There is an old Charles Addams cartoon in the New Yorker magazine. It indicates that a horrible thing is occurring, though the cartoon does not actually depict the event itself. All it shows is the horrified faces of the people watching it. But standing in the crowd is one of Addams’ stock characters, a bald little guy clad in a black robe, and judging from the grin on his face, he is hugely enjoying the sight of the disaster. We were reminded of that cartoon as we read a recent article seeking to justify, indeed praise, the Kelo case, even though somewhere around 90% of the people think it was a wretched blunder on the part of the Supreme Court’s majority.

If you haven’t checked it out yet, do take a look at Book Review: Jeff Benedict’s Little Pink House: The Back Story of the Kelo Case, 42 Conn. L.Rev. 925 (2010). In it, Professor George Lefcoe of the U.S.C. Law School offers his benign view of the wretched Kelo case, by basically quibbling with the contents of Benedict’s book. Nice try, George.  We could go through Professor Lefcoe’s entire apologia, but we won’t. Those of our readers with a serious interest in eminent domain in general and the Kelo case in particular, will check it out for themselves, and as for the others, you can save yourselves the time and trouble. 
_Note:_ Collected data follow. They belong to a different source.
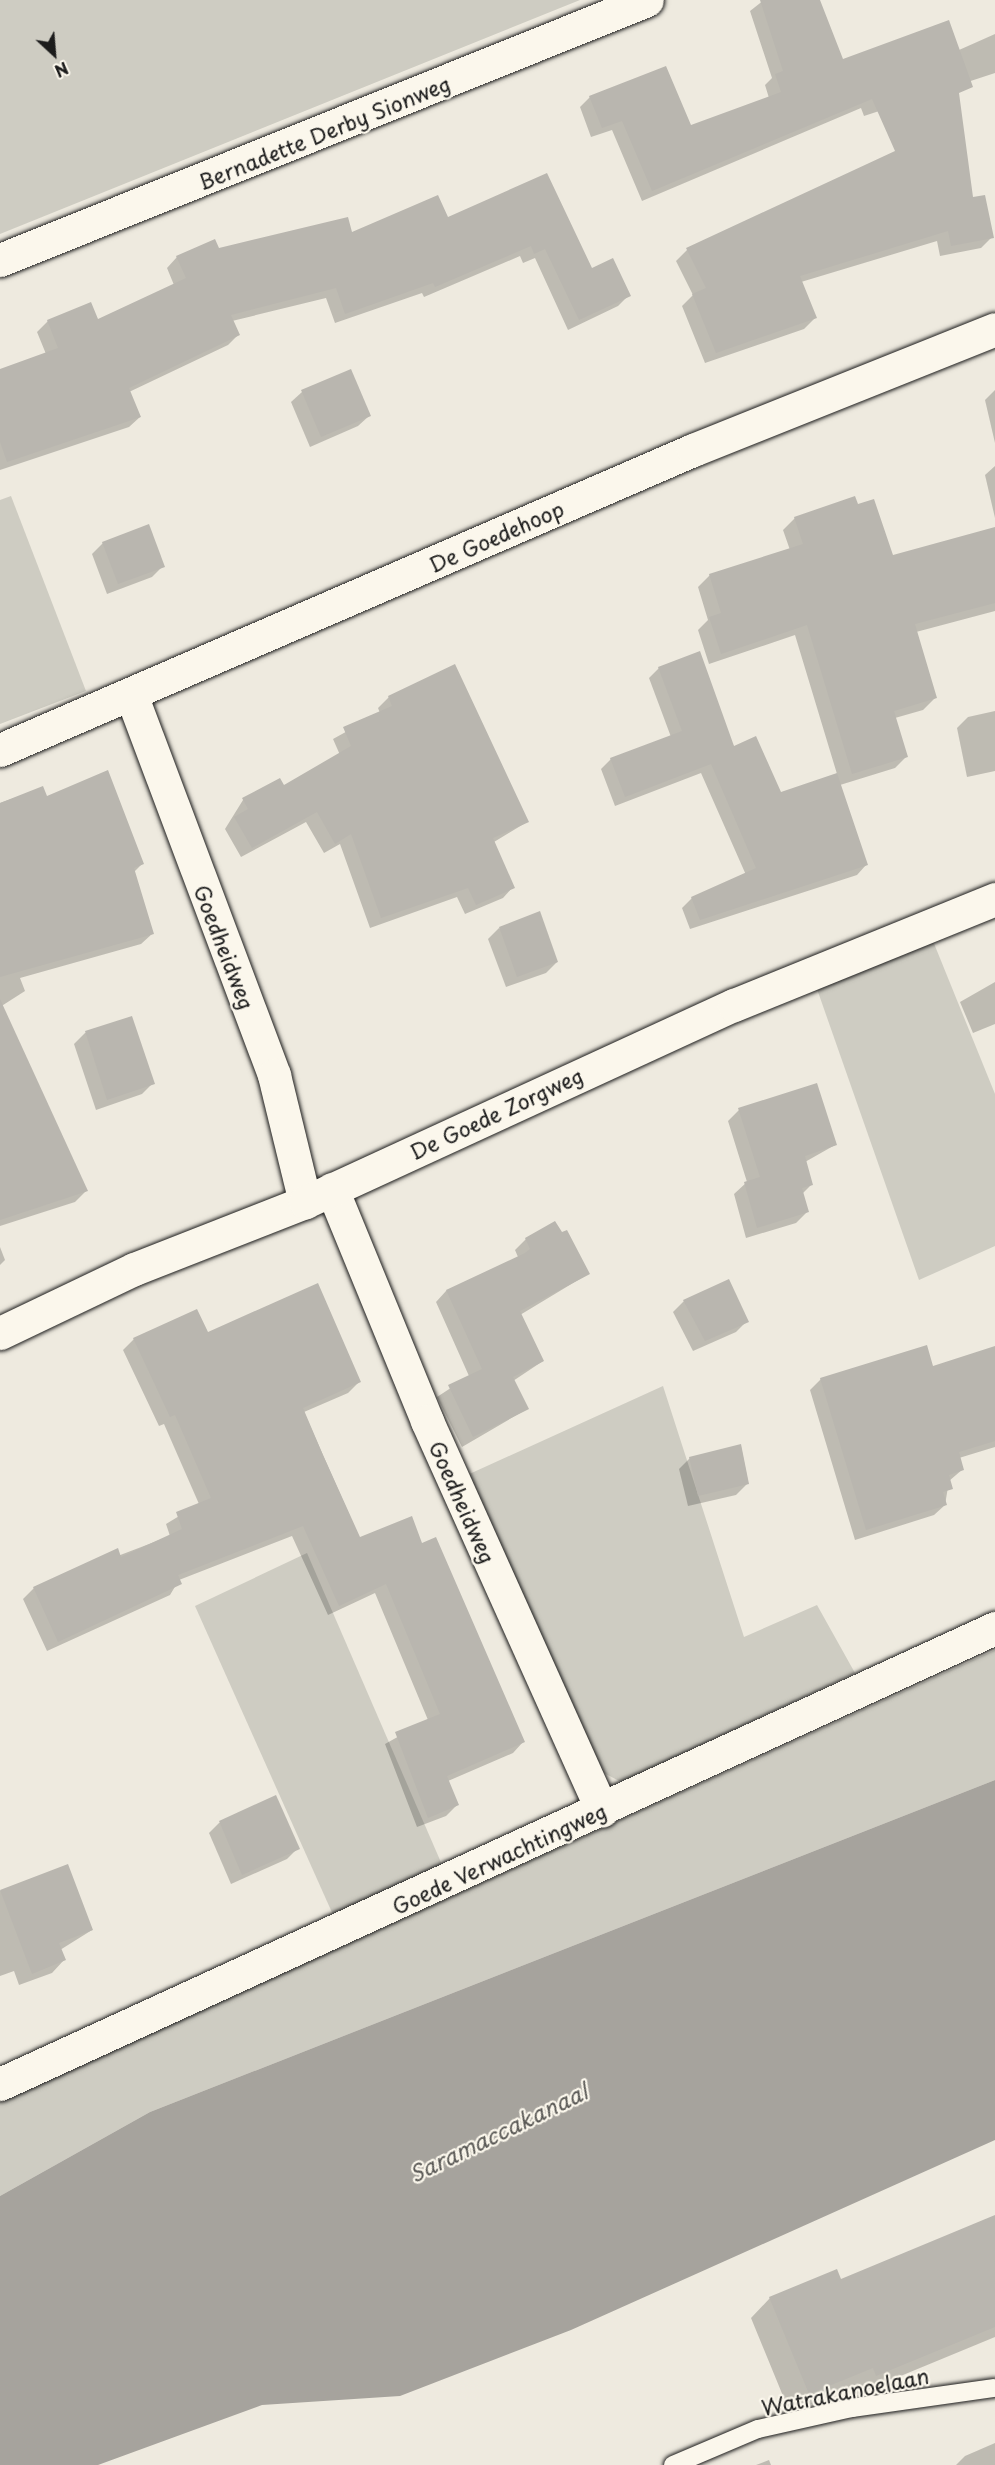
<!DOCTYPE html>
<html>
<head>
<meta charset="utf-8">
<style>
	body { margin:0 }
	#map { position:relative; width:995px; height:2465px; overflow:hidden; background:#eeeadf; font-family:"Playpen Sans",sans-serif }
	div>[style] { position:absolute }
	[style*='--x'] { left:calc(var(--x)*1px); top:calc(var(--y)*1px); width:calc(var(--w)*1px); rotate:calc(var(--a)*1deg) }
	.green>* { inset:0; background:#ceccc2 }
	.water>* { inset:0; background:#a6a39d }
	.shadow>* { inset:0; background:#0003 }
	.building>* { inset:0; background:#b9b6af }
	.roads { filter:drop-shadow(0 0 2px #1c1c1c) drop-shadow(0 0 2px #1c1c1c) }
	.lane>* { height:18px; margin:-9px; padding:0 9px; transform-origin:9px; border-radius:9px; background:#fbf7ec }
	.street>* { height:33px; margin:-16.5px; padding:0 16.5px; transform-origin:16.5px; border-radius:16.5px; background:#fbf7ec }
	span { translate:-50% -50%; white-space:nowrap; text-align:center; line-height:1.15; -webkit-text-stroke:4.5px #fbf7ec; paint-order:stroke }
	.street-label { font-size:21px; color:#1c1c1c }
	.water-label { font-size:22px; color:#5a5956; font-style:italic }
	.north { position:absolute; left:24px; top:24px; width:60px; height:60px; -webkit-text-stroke:4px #fbf7ec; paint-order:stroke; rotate:154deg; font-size:16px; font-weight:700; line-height:24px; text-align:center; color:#1c1c1c }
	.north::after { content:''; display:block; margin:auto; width:21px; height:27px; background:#1c1c1c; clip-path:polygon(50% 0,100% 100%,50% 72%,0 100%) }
</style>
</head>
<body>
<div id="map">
	<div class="green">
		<div style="clip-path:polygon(0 0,580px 0,0 234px)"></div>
		<div style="clip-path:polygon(11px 496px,86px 691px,0 724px,0 500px)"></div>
		<div style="clip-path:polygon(933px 941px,995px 1094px,995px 1246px,919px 1280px,817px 989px)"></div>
		<div style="clip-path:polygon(663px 1386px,744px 1637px,817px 1605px,855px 1673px,621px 1782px,602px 1772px,454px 1481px)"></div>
		<div style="clip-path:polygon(307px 1553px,443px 1867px,334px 1917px,195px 1606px)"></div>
		<div style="clip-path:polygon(995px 1650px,995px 1780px,150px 2112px,0 2196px,0 2102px)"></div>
	</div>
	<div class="water">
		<div style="clip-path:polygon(995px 1780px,995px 2140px,571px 2330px,400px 2396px,262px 2405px,98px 2465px,0 2465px,0 2196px,150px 2112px)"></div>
	</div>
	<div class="shadow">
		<div style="clip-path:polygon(764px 0,819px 0,842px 61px,959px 50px,995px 34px,995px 73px,864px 116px,861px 108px,642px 201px,612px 130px,591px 137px,580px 107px,590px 97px,690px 127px,769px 98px,765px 85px,772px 78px,750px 11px)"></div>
		<div style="clip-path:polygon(547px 175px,591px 270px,629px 295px,618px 306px,568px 330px,535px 258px,523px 263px,520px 256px,424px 297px,422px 293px,335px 323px,326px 298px,232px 321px,238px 335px,228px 345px,129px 392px,140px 417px,129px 427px,0 470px,0 371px,46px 354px,37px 332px,48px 321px,97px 321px,174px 285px,167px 268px,177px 257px,447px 219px)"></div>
		<div style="clip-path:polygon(972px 199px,992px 237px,981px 248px,940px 256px,937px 241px,801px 282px,815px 318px,804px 329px,705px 363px,682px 306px,693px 295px,676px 261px,687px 250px)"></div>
		<div style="clip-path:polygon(995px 390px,995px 443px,985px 400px)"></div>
		<div style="clip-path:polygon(302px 392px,369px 416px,358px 426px,310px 447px,291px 402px)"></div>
		<div style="clip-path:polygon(995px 466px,995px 518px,985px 475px)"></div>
		<div style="clip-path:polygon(795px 518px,892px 557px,995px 529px,995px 611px,916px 632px,935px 698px,923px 710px,895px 718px,907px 756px,895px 768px,840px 785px,866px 865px,857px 875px,690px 929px,682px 908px,692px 898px,746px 875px,701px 773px,615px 806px,601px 769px,611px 759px,671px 737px,649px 678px,659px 668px,780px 794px,837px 774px,795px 635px,709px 664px,698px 630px,708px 620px,698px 587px,710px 575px,790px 550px,783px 530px)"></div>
		<div style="clip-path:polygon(103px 543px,163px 566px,152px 577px,107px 594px,92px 554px)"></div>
		<div style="clip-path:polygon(389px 697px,527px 822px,494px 842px,513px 887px,503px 898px,465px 914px,457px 897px,370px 928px,340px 844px,324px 853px,306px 822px,241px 857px,225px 829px,243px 800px,283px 787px,340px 755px,333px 739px,380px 713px,378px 708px)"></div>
		<div style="clip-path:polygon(995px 711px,995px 771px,967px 777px,957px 728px,968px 717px)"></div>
		<div style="clip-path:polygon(43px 788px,46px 798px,142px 864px,134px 872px,152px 934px,141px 944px,20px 978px,25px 991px,0 1007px,0 803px)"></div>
		<div style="clip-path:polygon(499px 928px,557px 962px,546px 973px,506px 987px,488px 939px)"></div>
		<div style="clip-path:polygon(995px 982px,995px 1024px,973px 1033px,960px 1002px)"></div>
		<div style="clip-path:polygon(131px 1017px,153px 1083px,142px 1094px,96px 1110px,74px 1044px,85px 1033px)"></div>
		<div style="clip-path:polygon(0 1066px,86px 1191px,75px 1202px,0 1226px)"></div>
		<div style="clip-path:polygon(739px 1110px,835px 1145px,805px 1162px,812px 1184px,802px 1194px,807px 1212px,796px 1223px,746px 1238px,734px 1194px,747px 1182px,728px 1121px)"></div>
		<div style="clip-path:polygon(526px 1239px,588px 1274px,520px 1315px,543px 1361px,513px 1381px,527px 1409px,462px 1447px,437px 1397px,469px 1376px,436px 1302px,446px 1291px,518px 1257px,515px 1250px)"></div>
		<div style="clip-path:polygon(0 1247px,5px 1260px,0 1265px)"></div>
		<div style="clip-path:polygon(684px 1301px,747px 1321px,736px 1332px,693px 1351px,673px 1312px)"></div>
		<div style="clip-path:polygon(207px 1334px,359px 1382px,348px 1393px,304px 1412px,360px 1539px,422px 1545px,523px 1742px,513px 1753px,448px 1781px,457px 1805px,446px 1816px,417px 1827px,385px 1744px,428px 1720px,375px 1593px,328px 1615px,292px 1536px,179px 1580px,170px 1595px,47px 1651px,23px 1599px,34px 1588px,170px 1536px,166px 1524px,199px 1504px,164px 1424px,159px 1426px,123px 1350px,134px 1339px)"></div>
		<div style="clip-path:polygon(995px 1348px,995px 1447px,959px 1458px,963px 1469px,949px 1481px,945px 1505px,934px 1515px,855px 1540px,810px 1390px,821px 1379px,932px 1368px)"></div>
		<div style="clip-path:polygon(690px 1458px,747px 1484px,736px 1495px,688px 1506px,679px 1469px)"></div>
		<div style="clip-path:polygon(275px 1797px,298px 1848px,287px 1859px,231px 1884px,209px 1833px,219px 1823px)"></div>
		<div style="clip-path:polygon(67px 1866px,92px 1930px,60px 1950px,64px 1960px,52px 1973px,19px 1985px,14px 1971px,0 1976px,0 1891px)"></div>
		<div style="clip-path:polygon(995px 2217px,995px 2337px,857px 2394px,853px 2387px,790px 2413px,751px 2318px,770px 2298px,840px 2281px)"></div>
		<div style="clip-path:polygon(995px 2443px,995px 2465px,956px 2465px,965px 2456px)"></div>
		<div style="clip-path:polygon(769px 2460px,771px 2465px,756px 2465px)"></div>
	</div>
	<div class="building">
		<div style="clip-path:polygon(760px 0,820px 0,843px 59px,949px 20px,973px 87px,959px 93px,973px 197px,985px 195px,994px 238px,951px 246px,948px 231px,800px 276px,817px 318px,716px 353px,692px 294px,706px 288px,686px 248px,895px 151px,872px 99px,652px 191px,622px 121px,602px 128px,589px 96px,666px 66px,691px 125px,781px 92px,775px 74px,783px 71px)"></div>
		<div style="clip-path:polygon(547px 173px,592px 268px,613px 258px,631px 296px,579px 320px,545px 249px,534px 254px,531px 246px,435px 287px,433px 283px,345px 314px,336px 288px,231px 315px,240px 335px,129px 388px,141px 417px,7px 462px,0 442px,0 369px,58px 348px,47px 320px,91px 302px,98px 319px,186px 278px,176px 256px,215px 239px,219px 248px,348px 217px,352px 232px,438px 195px,448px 217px)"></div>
		<div style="clip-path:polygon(351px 369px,371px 416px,321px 437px,301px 390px)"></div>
		<div style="clip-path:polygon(855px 496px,858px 504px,874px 499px,893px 555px,995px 527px,995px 603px,915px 624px,937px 698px,894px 711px,908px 757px,852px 774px,807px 625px,721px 654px,709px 617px,721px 613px,709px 574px,803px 544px,794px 517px)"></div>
		<div style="clip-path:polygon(149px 524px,165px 567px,118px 584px,102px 542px)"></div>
		<div style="clip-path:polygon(700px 651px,734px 746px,756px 736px,781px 792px,837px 773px,868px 865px,700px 920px,691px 897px,756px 868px,711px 764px,625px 797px,610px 758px,682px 731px,658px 667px)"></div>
		<div style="clip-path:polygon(455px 664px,529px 822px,493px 838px,515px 888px,476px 905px,468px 888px,381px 918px,351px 834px,335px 844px,317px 812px,252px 848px,234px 817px,248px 809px,242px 798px,280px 778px,284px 785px,351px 746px,343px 727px,392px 706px,388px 696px)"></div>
		<div style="clip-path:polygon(108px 770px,144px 864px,134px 868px,154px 934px,0 977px,0 803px,43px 786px,47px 796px)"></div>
		<div style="clip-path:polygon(540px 911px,558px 962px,517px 977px,499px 927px)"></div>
		<div style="clip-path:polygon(0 999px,88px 1191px,0 1220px)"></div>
		<div style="clip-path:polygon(132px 1016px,155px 1084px,107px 1100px,85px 1031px)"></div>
		<div style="clip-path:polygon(817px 1083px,837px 1145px,805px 1156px,813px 1185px,802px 1188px,809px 1212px,757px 1228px,744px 1182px,760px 1177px,738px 1108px)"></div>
		<div style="clip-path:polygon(555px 1221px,562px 1232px,567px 1230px,590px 1274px,520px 1311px,544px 1361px,513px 1377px,529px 1409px,473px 1437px,448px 1385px,482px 1369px,446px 1290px,525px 1253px,530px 1249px,525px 1238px)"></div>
		<div style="clip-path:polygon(729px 1279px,749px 1322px,705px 1341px,683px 1300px)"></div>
		<div style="clip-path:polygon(318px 1283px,361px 1382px,303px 1408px,323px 1455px,360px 1537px,412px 1516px,422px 1543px,436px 1537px,525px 1742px,447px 1776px,459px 1805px,428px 1818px,395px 1732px,440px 1714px,386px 1584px,339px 1606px,303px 1526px,178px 1575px,182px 1584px,58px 1642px,33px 1587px,118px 1548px,121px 1557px,182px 1529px,176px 1512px,211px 1498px,175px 1415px,170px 1417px,133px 1338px,197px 1309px,208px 1332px)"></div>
		<div style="clip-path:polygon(927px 1345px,933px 1366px,995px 1346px,995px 1441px,959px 1452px,964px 1470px,949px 1475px,953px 1489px,943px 1492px,947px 1505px,866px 1530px,820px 1378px)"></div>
		<div style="clip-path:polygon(741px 1444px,749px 1484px,698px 1496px,689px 1457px)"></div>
		<div style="clip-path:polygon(276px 1795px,300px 1849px,242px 1875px,219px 1821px)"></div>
		<div style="clip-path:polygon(68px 1864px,93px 1930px,59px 1943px,66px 1960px,32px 1974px,0 1890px)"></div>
		<div style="clip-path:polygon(995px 2215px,995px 2327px,876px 2376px,873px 2368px,809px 2394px,769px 2297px,837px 2269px,841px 2279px)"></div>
	</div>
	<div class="roads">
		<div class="lane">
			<div style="--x:673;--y:2465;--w:92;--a:-23"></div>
			<div style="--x:758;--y:2429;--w:96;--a:-12.6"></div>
			<div style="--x:852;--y:2408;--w:144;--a:-8"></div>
		</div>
		<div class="street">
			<div style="--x:0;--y:260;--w:697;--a:-21.89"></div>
			<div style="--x:132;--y:697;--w:404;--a:69.4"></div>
			<div style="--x:274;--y:1075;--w:131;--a:76.3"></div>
			<div style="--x:0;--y:750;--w:755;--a:-23.41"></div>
			<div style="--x:693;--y:450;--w:325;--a:-21.8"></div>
			<div style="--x:332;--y:1189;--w:251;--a:67.7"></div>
			<div style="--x:427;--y:1421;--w:427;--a:65.8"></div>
			<div style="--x:0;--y:1333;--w:148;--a:-25.5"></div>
			<div style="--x:134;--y:1269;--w:184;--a:-21.4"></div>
			<div style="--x:305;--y:1202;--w:472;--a:-24.7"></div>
			<div style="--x:734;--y:1005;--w:282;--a:-22.1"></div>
			<div style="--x:0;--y:2084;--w:1095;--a:-24.62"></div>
		</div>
	</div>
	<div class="street-label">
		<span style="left:324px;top:132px;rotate:-22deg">Bernadette Derby Sionweg</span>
		<span style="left:496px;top:536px;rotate:-24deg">De Goedehoop</span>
		<span style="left:225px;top:947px;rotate:69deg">Goedheidweg</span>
		<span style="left:496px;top:1113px;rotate:-25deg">De Goede Zorgweg</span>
		<span style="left:463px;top:1502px;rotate:66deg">Goedheidweg</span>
		<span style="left:499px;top:1858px;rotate:-25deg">Goede Verwachtingweg</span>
		<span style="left:845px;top:2391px;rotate:-11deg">Watrakanoelaan</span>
	</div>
	<div class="water-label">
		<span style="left:498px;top:2132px;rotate:-26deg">Saramaccakanaal</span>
	</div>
	<div class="north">N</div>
</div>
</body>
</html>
Two items, however, bear mention. First, while Professor Lefcoe goes through the familiar lamentations about new London’s dire condition as part of a historical trend and particularly after the U.S. Navy’s closing of its New London submarine base, he fails to note that as all these calamities were said to unfold, the Fitch bond rating service gave New London’s general obligation bonds a rating of AA- a solid investment grade rating, that is higher than the rating of California state GO bonds. One is left to wonder if New London advised the buyers of those bonds that it was in as parlous a condition as depicted to the Supreme Court. 

Second, he fails to note the extent of the failure of the New London redevelopment project. The city took some 91 acres of land, razed all structures on it (except for the local Italian Dramatic Club building – a hangout of local politicians), but was unable to do anything with that land. As reported time and again by the New York Times and The Day (a local newspaper), and as noted here from time to time, the city’s chosen redeveloper was unable to obtain financing even before the crash (remember that the U.S. Supreme Court gave the city a green light in 2005), so the project went nowhere, as duly noted by the New York Times as early as 2007. 

As Professor Lefcoe sees it, “Residents and visitors can now enjoy the stunning waterfront from the newly refurbished Fort Trumbull and Fort Trumbull State park.” Id. at p. 934. Nothing about the “stunning” site being a garbage-strewn, weed-overgrown wilderness of interest only to birds and feral cats. Was that worth over $100 million in public funds? 

And so it goes. Your tax money at work.

Note: This is a revised version of the post originally posted on March 15, 2010.